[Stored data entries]
━━━━
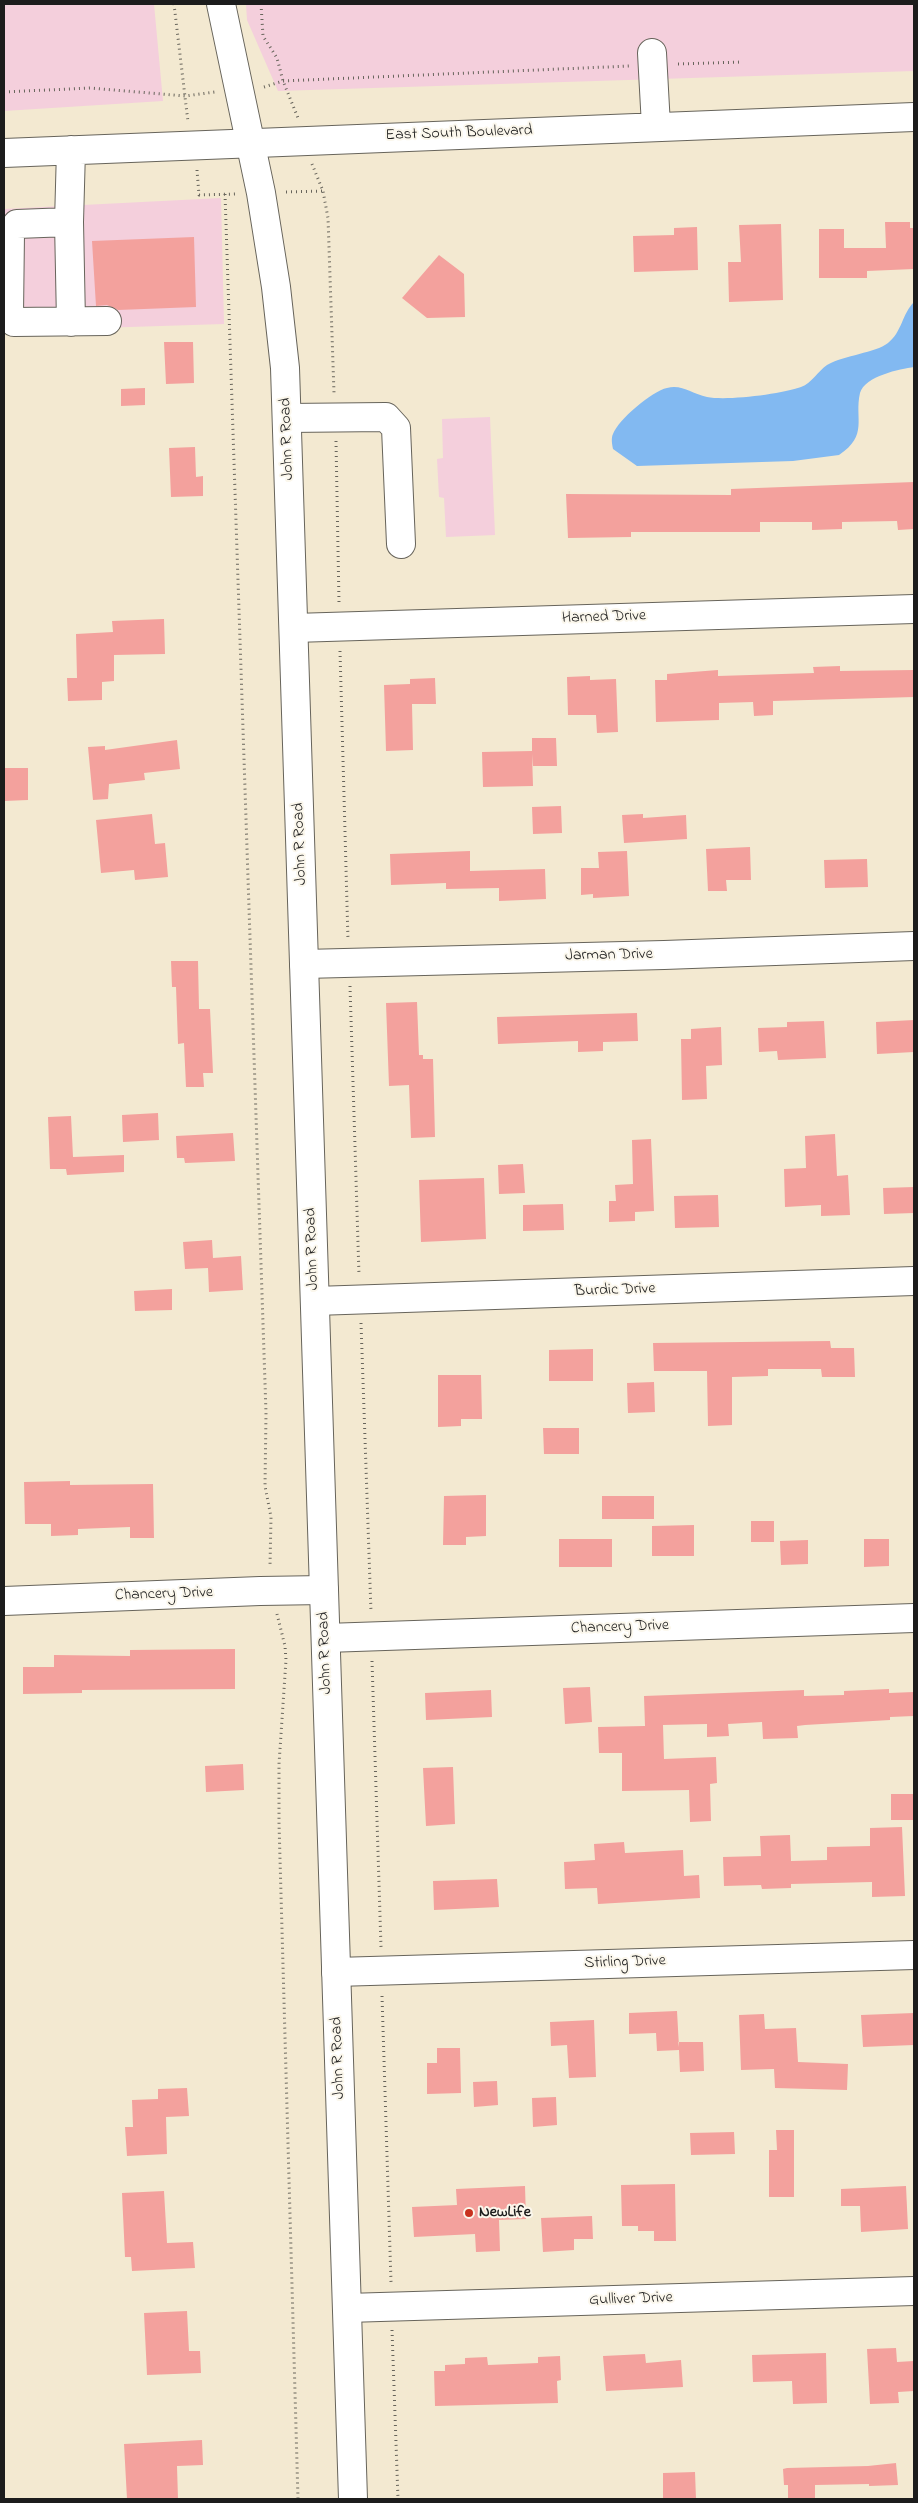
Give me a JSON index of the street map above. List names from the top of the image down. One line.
{"streets":{"street":["East South Boulevard","John R Road","Harned Drive","Jarman Drive","Burdic Drive","Chancery Drive","Stirling Drive","Gulliver Drive"]},"crossings":[["East South Boulevard","John R Road"],["John R Road","Harned Drive"],["John R Road","Jarman Drive"],["John R Road","Burdic Drive"],["John R Road","Chancery Drive"],["John R Road","Stirling Drive"],["John R Road","Gulliver Drive"]],"places":["NewLife"]}
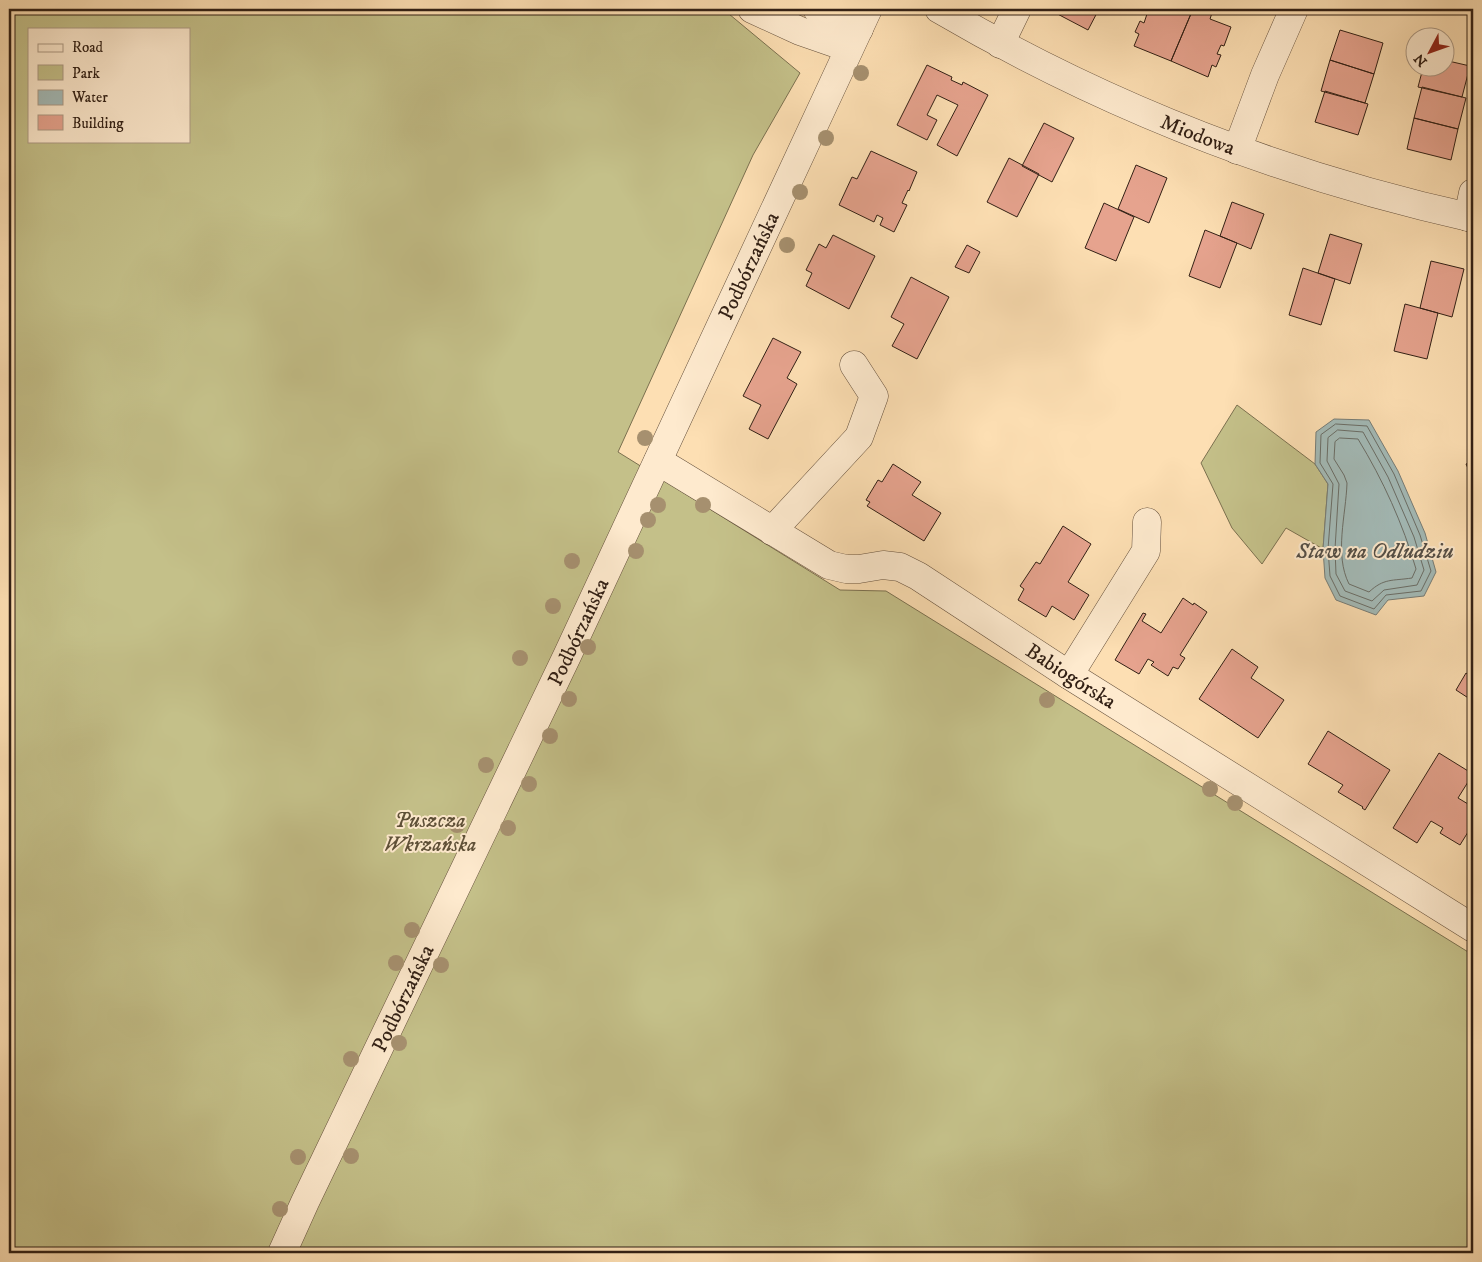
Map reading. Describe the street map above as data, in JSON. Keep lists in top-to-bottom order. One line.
{"streets":{"street":["Miodowa","Podbórzańska","Babiogórska"]},"crossings":[["Podbórzańska","Babiogórska"]],"water":["Staw na Odludziu"],"parks":["Puszcza Wkrzańska"],"legend":["Road","Park","Water","Building"],"north":"bottom left"}
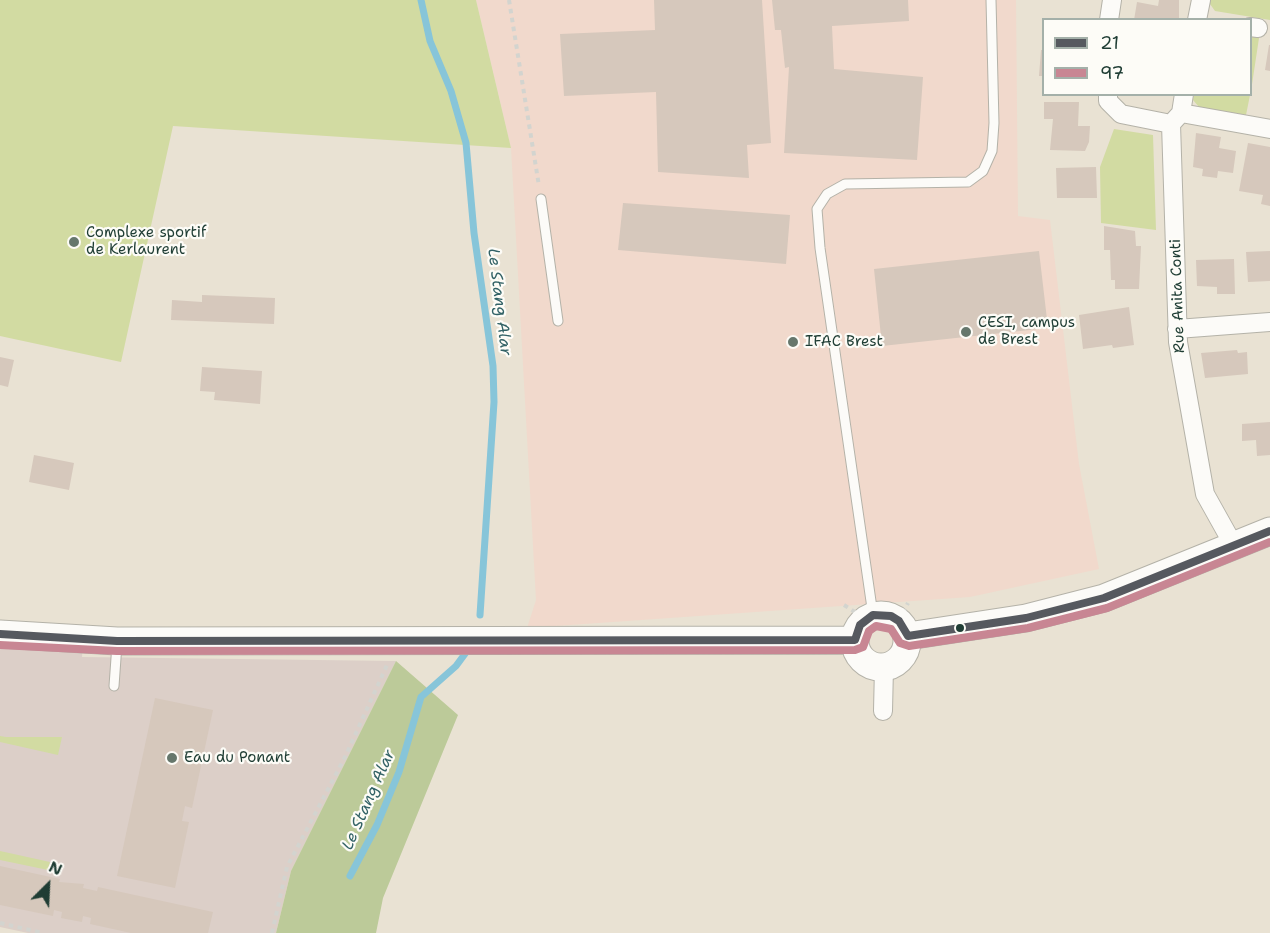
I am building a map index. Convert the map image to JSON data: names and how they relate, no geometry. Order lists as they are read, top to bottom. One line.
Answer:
{"streets":{"street":["Rue Anita Conti"]},"water":["Le Stang Alar"],"places":["Complexe sportif de Kerlaurent","CESI, campus de Brest","IFAC Brest","Eau du Ponant"],"lines":["transit line 21","transit line 97"],"legend":["21","97"],"north":"top right"}
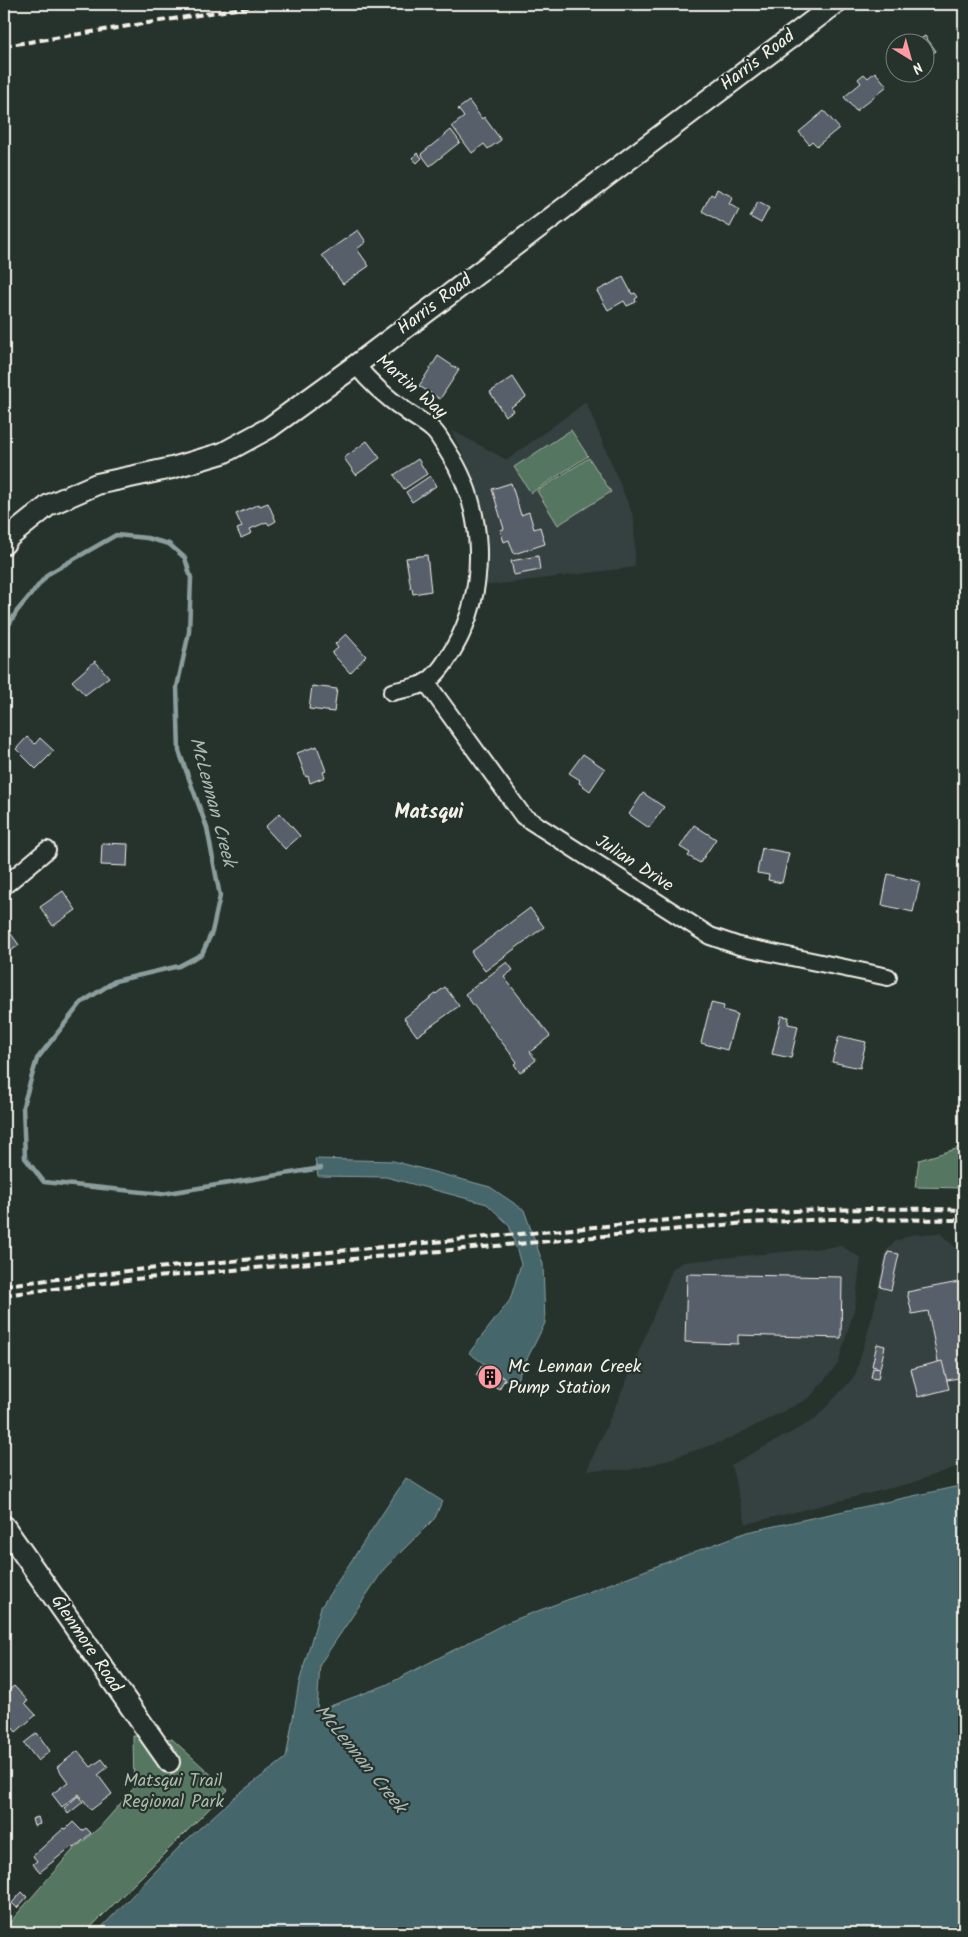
━━━━
The reply must hold each line of the records verbatim and no pictures.

Give me a JSON index of the street map above. List names from the top of the image down. One line.
{"streets":{"street":["East South Boulevard","John R Road","Harned Drive","Jarman Drive","Burdic Drive","Chancery Drive","Stirling Drive","Gulliver Drive"]},"crossings":[["East South Boulevard","John R Road"],["John R Road","Harned Drive"],["John R Road","Jarman Drive"],["John R Road","Burdic Drive"],["John R Road","Chancery Drive"],["John R Road","Stirling Drive"],["John R Road","Gulliver Drive"]],"places":["NewLife"]}
Map reading. Describe the street map above as data, in JSON. Keep lists in top-to-bottom order. One line.
{"streets":{"street":["Miodowa","Podbórzańska","Babiogórska"]},"crossings":[["Podbórzańska","Babiogórska"]],"water":["Staw na Odludziu"],"parks":["Puszcza Wkrzańska"],"legend":["Road","Park","Water","Building"],"north":"bottom left"}
I am building a map index. Convert the map image to JSON data: names and how they relate, no geometry. Order lists as they are read, top to bottom. One line.
Answer:
{"streets":{"street":["Rue Anita Conti"]},"water":["Le Stang Alar"],"places":["Complexe sportif de Kerlaurent","CESI, campus de Brest","IFAC Brest","Eau du Ponant"],"lines":["transit line 21","transit line 97"],"legend":["21","97"],"north":"top right"}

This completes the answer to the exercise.